In response to flooding, Tyson Foods has sent teams to prepare meals for those affected by the disaster. A cook site was set up in Fayetteville, North Carolina, at the Walmart store. Free, hot meals were provided onsite beginning Thursday morning for anyone who was in need. In addition, a distribution network will be established with local authorities and disaster relief organizations to deliver meals to flood victims in the Fayetteville area.

Teams from Tyson Foods’ operations in Clarksville, and Texarkana, Arkansas; Claryville, Kentucky; New Holland, Pennsylvania; Shelbyville, Tennessee and Glen Allen, Virginia,  arrived onsite on Wednesday and begin preparations to serve meals on Thursday.

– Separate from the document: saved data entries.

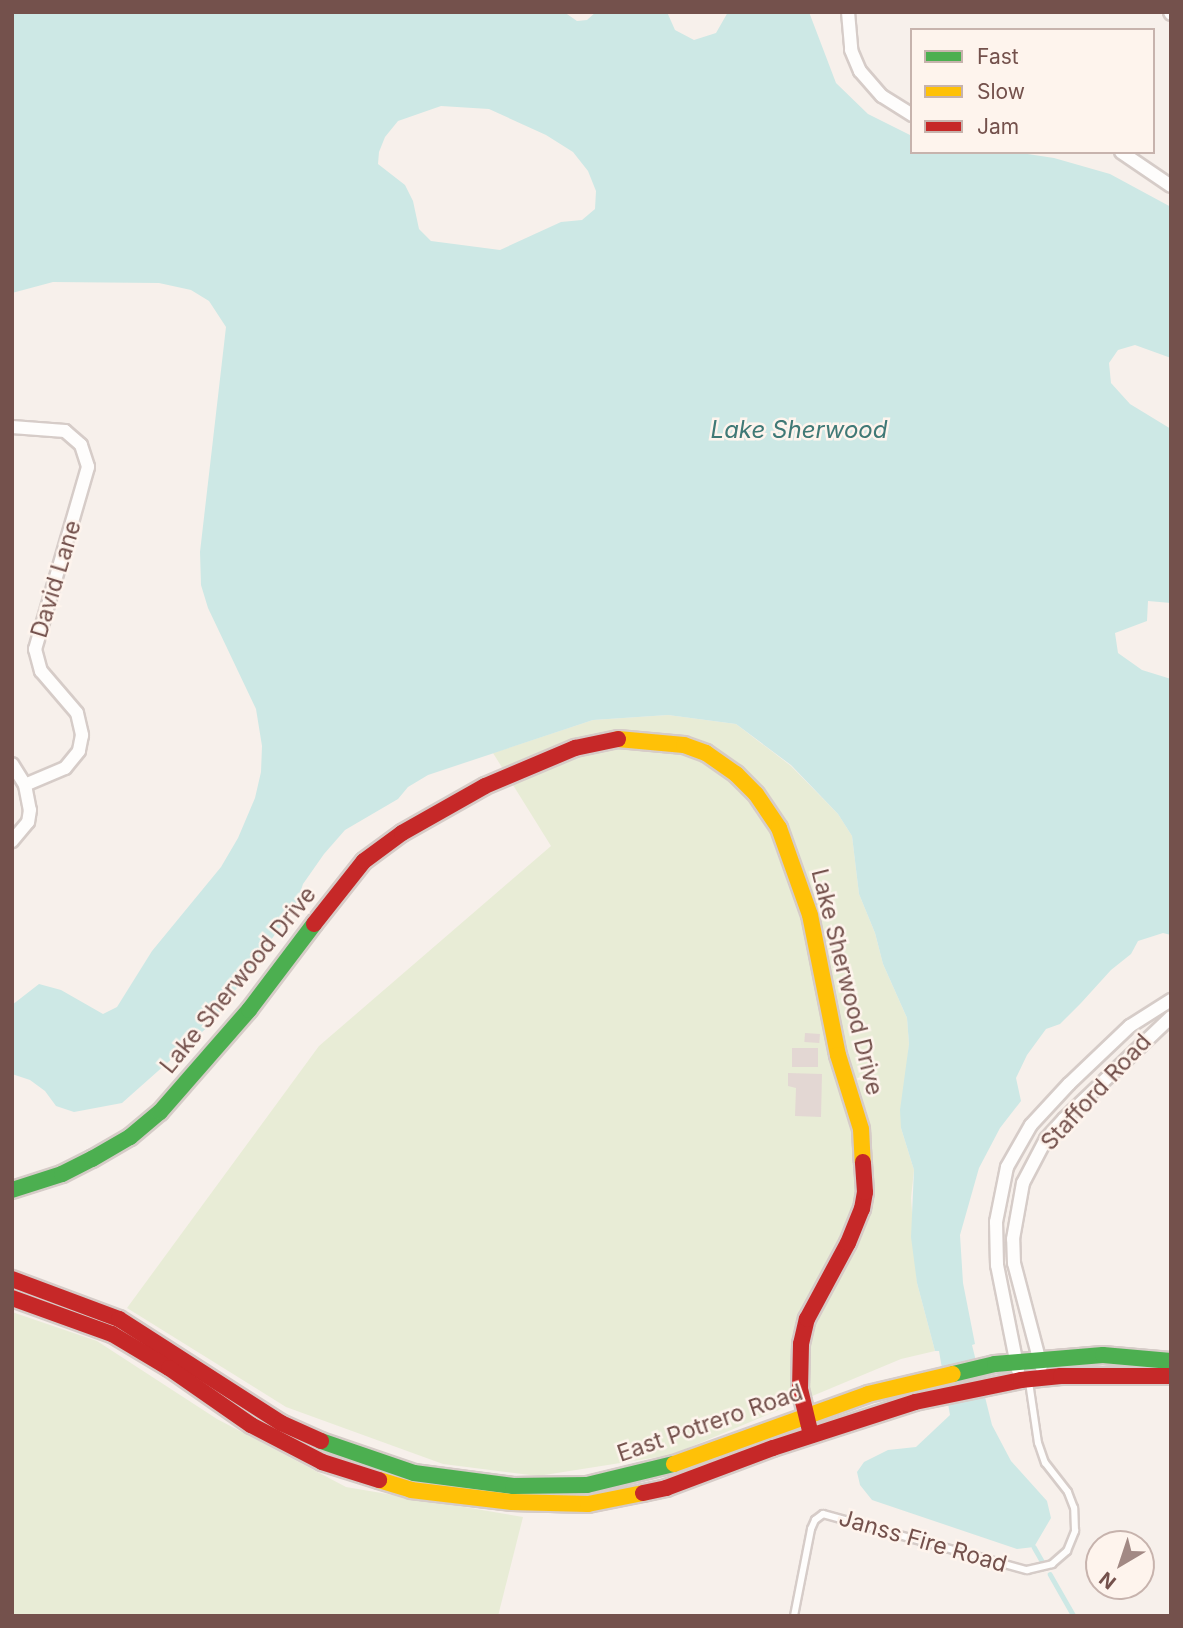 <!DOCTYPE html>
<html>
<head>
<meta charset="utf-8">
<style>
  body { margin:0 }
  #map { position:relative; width:1183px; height:1628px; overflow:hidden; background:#f7f0eb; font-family:Inter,sans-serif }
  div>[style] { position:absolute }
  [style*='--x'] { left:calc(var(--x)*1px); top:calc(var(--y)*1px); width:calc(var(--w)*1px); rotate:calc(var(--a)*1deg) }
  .green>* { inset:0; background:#e8ecd6 }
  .water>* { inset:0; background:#cde8e5 }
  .stream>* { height:4.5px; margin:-2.25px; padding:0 2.25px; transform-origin:2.25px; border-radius:2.25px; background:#cde8e5 }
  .building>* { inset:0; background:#e3d7d3; transform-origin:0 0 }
  .roads { filter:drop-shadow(2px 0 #d6ccc8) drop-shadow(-2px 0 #d6ccc8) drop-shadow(0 2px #d6ccc8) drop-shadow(0 -2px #d6ccc8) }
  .lane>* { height:6px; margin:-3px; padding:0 3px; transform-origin:3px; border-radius:3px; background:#fefdfc }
  .street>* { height:12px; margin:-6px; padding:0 6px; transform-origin:6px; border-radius:6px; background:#fefdfc }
  .fast>* { height:16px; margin:-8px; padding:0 8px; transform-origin:8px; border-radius:8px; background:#4caf50 }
  .slow>* { height:16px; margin:-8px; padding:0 8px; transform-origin:8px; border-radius:8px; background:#ffc107 }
  .jam>* { height:16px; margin:-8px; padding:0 8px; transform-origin:8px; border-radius:8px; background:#c62828 }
  span { translate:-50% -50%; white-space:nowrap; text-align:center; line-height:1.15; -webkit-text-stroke:5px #fef4ed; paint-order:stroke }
  .street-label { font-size:23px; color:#74514c }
  .water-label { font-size:24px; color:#407976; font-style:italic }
  .frame { position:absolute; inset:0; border:14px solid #74514c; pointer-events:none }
  .legend { position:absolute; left:910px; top:28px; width:245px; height:126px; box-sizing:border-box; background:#fef4ed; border:2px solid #c7b3ad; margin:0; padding:9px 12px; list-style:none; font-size:21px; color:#74514c }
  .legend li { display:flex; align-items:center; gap:14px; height:35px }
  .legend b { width:35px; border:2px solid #c7b3ad }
  .north { position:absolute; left:1085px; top:1530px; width:70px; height:70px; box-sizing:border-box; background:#fef4ed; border:2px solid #c7b3ad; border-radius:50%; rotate:219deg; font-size:19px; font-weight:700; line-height:28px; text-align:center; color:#74514c }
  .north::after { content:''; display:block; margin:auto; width:24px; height:32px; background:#a28984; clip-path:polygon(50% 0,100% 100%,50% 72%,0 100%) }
</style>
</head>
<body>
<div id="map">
  <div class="green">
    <div style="clip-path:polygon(668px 715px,736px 724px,791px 766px,838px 814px,852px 836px,859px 894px,875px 933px,883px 964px,907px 1018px,909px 1044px,901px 1128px,914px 1170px,911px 1198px,917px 1283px,935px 1351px,901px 1359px,671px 1455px,538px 1476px,443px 1464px,286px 1407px,127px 1308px,319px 1046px,551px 846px,493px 753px,593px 720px)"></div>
    <div style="clip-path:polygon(12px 1312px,97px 1341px,217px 1419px,346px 1487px,523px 1517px,498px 1616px,12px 1616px)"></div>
  </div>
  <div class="water">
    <div style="clip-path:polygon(evenodd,12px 12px,564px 12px,577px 21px,587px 20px,596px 12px,667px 12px,675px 30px,694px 40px,716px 33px,728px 12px,809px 12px,836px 83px,868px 114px,912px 136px,912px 152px,1014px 152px,1054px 158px,1110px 174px,1171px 207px,1171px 358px,1135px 345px,1118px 350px,1109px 363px,1111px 383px,1130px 404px,1171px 429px,1171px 603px,1148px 601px,1147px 621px,1115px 633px,1118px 653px,1142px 670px,1171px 679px,1171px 935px,1163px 933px,1138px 941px,1131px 954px,1111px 970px,1081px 1003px,1060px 1024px,1046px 1029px,1027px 1055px,1016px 1078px,1021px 1101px,1000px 1128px,979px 1168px,960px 1235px,963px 1283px,975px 1344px,972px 1345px,992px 1425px,1011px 1461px,1047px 1501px,1051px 1518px,1034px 1547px,1017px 1549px,872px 1500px,860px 1485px,857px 1472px,864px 1462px,888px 1450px,916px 1447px,950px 1415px,939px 1351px,935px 1351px,917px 1283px,911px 1237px,914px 1170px,901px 1128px,900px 1110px,909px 1044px,907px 1018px,883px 964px,875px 933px,859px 894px,852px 836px,838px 814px,791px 765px,736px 724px,668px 715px,593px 720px,428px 775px,408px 787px,398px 799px,345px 830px,324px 854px,303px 884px,296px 905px,211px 1024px,122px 1103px,74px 1112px,56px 1106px,45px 1091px,30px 1080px,12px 1074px,12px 1005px,39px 984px,61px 990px,103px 1014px,117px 1007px,152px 951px,221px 867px,238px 838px,255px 798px,261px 772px,262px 746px,256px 709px,208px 608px,201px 585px,200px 552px,226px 327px,209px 301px,191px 290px,159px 283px,53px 282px,12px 293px,12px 12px,441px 106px,489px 109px,546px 135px,573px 152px,588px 171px,596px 191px,595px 209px,582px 220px,561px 222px,500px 250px,431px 241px,419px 229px,413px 201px,405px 185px,378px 164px,379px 152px,385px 137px,398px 121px,441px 106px)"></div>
  </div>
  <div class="stream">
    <div style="--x:1034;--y:1547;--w:16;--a:60"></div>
    <div style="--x:1050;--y:1574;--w:48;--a:60.3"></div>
  </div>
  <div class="building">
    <div style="left:805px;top:1033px;width:15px;height:9px;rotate:4deg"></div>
    <div style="left:792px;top:1048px;width:26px;height:19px"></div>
    <div style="clip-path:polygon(788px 1073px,822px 1074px,821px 1117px,795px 1116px,796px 1088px,788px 1086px)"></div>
  </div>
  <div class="roads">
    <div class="lane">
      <div style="--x:794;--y:1616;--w:89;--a:-78.9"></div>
      <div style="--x:811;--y:1529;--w:10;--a:-66"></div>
      <div style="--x:815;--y:1520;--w:10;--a:-37"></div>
      <div style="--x:823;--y:1514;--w:212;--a:15.4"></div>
      <div style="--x:1027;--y:1570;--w:26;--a:-13"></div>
      <div style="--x:1052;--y:1564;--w:20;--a:-41"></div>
      <div style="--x:1067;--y:1551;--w:22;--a:-68"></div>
      <div style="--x:1075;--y:1531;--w:23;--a:-92"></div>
      <div style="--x:1074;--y:1508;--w:17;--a:-111"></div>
      <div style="--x:1068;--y:1492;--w:37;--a:-128"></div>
      <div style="--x:1045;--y:1463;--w:21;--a:-109"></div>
      <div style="--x:1038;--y:1443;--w:62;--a:-98.4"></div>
    </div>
    <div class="street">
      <div style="--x:848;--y:12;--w:38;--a:85"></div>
      <div style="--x:851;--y:50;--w:23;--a:67"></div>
      <div style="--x:860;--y:71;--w:33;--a:49"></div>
      <div style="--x:882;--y:96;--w:36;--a:32"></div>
      <div style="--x:1170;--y:12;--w:2;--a:63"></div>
      <div style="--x:1121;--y:152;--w:60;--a:34.2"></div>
      <div style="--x:12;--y:427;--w:53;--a:4.3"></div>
      <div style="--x:65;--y:431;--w:21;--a:41"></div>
      <div style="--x:81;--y:445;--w:23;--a:72"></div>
      <div style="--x:88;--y:467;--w:190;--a:106.2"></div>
      <div style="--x:35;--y:649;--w:23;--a:75"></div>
      <div style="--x:41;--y:671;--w:55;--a:49.4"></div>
      <div style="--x:77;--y:713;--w:23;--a:77"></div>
      <div style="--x:82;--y:735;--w:16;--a:101"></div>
      <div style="--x:79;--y:751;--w:22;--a:129"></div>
      <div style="--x:65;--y:768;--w:43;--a:157"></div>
      <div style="--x:12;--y:764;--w:25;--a:58"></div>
      <div style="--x:25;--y:785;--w:25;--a:79"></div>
      <div style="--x:30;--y:810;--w:12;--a:99"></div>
      <div style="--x:28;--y:822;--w:25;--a:130"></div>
      <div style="--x:1041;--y:1366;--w:106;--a:-104.7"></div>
      <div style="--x:1014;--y:1263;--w:24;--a:-92"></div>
      <div style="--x:1013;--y:1239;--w:57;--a:-79.9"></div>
      <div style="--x:1023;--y:1183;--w:50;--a:-62.4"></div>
      <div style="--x:1046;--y:1139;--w:27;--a:-48"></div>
      <div style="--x:1064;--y:1119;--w:148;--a:-43.6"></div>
      <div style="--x:1018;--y:1370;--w:107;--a:-101.3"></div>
      <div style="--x:997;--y:1265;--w:43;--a:-91.3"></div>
      <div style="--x:996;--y:1222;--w:56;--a:-78.7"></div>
      <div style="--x:1007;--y:1167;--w:48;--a:-60.3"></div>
      <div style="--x:1031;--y:1125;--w:56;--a:-47.2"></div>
      <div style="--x:1069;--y:1084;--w:84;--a:-43.6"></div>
      <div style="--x:1130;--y:1026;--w:49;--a:-32.4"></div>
    </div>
    <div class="fast">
      <div style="--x:12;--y:1190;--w:52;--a:-17.7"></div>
      <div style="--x:62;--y:1174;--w:34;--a:-27"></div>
      <div style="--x:92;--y:1159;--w:44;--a:-30.1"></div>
      <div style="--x:130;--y:1137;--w:39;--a:-40"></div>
      <div style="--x:160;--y:1112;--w:135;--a:-48.9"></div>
      <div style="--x:249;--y:1010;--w:108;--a:-52.9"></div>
      <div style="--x:953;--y:1374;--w:43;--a:-13.4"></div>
      <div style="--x:995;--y:1364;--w:108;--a:-4.8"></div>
      <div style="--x:1103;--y:1355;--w:68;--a:5"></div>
      <div style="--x:321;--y:1441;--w:98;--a:19"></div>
      <div style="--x:414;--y:1473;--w:100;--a:7.5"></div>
      <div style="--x:513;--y:1486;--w:74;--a:-0.8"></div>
      <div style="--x:587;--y:1485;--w:89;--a:-13.6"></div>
    </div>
    <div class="slow">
      <div style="--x:618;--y:739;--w:66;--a:5.2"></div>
      <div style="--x:684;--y:745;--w:23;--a:20"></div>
      <div style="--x:706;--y:753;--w:37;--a:35"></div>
      <div style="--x:736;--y:774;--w:28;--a:45"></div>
      <div style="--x:756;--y:794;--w:41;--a:55.9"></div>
      <div style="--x:779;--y:828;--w:92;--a:70.4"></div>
      <div style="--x:810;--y:915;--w:143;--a:78.7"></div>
      <div style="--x:838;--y:1055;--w:77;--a:72.7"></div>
      <div style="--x:861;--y:1129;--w:33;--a:87"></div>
      <div style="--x:674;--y:1464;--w:206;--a:-19.8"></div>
      <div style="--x:868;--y:1394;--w:87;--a:-13.2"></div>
      <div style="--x:379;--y:1480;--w:34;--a:17"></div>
      <div style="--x:411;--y:1490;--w:102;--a:6.8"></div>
      <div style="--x:512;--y:1502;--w:76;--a:1.5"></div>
      <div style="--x:588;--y:1504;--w:56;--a:-11.3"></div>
    </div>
    <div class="jam">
      <div style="--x:314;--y:924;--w:80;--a:-51.6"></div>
      <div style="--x:364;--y:861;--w:47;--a:-36.4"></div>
      <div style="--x:402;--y:833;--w:95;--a:-29.5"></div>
      <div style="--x:485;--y:786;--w:98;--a:-22.9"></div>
      <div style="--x:575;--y:748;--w:44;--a:-11.8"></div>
      <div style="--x:12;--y:1279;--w:114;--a:20.5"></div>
      <div style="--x:119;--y:1319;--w:193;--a:32.7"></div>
      <div style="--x:281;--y:1423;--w:44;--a:24.2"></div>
      <div style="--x:12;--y:1298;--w:106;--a:19.8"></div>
      <div style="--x:112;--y:1334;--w:66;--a:30.8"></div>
      <div style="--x:169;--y:1368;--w:100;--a:34.8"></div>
      <div style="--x:251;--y:1425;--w:80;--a:27.5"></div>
      <div style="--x:322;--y:1462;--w:60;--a:17.5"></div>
      <div style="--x:811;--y:1435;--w:47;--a:-103.4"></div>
      <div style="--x:800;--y:1389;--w:45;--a:-88.7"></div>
      <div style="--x:801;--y:1344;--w:26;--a:-77"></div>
      <div style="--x:807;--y:1319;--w:86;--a:-61.7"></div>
      <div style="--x:848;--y:1243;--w:37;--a:-68"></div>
      <div style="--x:862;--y:1209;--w:17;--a:-80"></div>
      <div style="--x:865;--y:1192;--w:30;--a:-94"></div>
      <div style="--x:643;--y:1493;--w:24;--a:-12"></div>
      <div style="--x:666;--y:1488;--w:114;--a:-20.5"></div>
      <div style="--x:773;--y:1448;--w:149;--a:-17.9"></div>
      <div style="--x:915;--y:1402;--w:108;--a:-11.7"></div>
      <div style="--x:1021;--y:1380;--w:40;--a:-5.7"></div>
      <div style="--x:1061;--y:1376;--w:110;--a:0"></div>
    </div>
  </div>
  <div class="street-label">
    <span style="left:56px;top:579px;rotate:-73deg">David Lane</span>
    <span style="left:238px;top:980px;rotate:-51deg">Lake Sherwood Drive</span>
    <span style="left:847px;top:982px;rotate:76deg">Lake Sherwood Drive</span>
    <span style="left:1096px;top:1092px;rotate:-47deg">Stafford Road</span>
    <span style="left:710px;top:1423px;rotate:-19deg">East Potrero Road</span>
    <span style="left:923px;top:1541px;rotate:16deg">Janss Fire Road</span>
  </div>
  <div class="water-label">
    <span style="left:799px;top:430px">Lake Sherwood</span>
  </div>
  <div class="frame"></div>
  <ul class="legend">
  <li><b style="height:9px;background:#4caf50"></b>Fast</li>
  <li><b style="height:9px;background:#ffc107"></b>Slow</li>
  <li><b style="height:9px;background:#c62828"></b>Jam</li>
  </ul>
  <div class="north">N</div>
</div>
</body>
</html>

The company’s Meals that Matter mobile disaster relief truck was sent from its home in Springdale, Arkansas, and arrived onsite on Wednesday. The company is sending three tractor-trailer loads of product totaling 100,000 pounds, one tractor-trailer load of bagged ice and one tractor-trailer load of bottled water.

“With more than 6,000 team members throughout the state of North Carolina, the damage left by Hurricane Florence hits close to home,” said Debra Vernon, senior director, corporate social responsibility. “This deployment would not be possible without the support of our team members, disaster relief partners and customers who are all volunteering time and resources to make sure our response is as successful as possible.”

Tyson Foods will be working closely with its disaster relief partners American Egg Board, Bimbo Bakeries USA, Harris Baking Co., Hugg & Hall Equipment Co., Peppersource and Salvation Army to maximize relief efforts.

Team Rubicon, another disaster relief partner comprised of military veterans, has deployed two Mobile Command Centers to North Carolina. The command centers were donated by Tyson Foods in 2014 and 2017 and include sleeping quarters, as well as office and storage space for Team Rubicon’s staff and volunteers.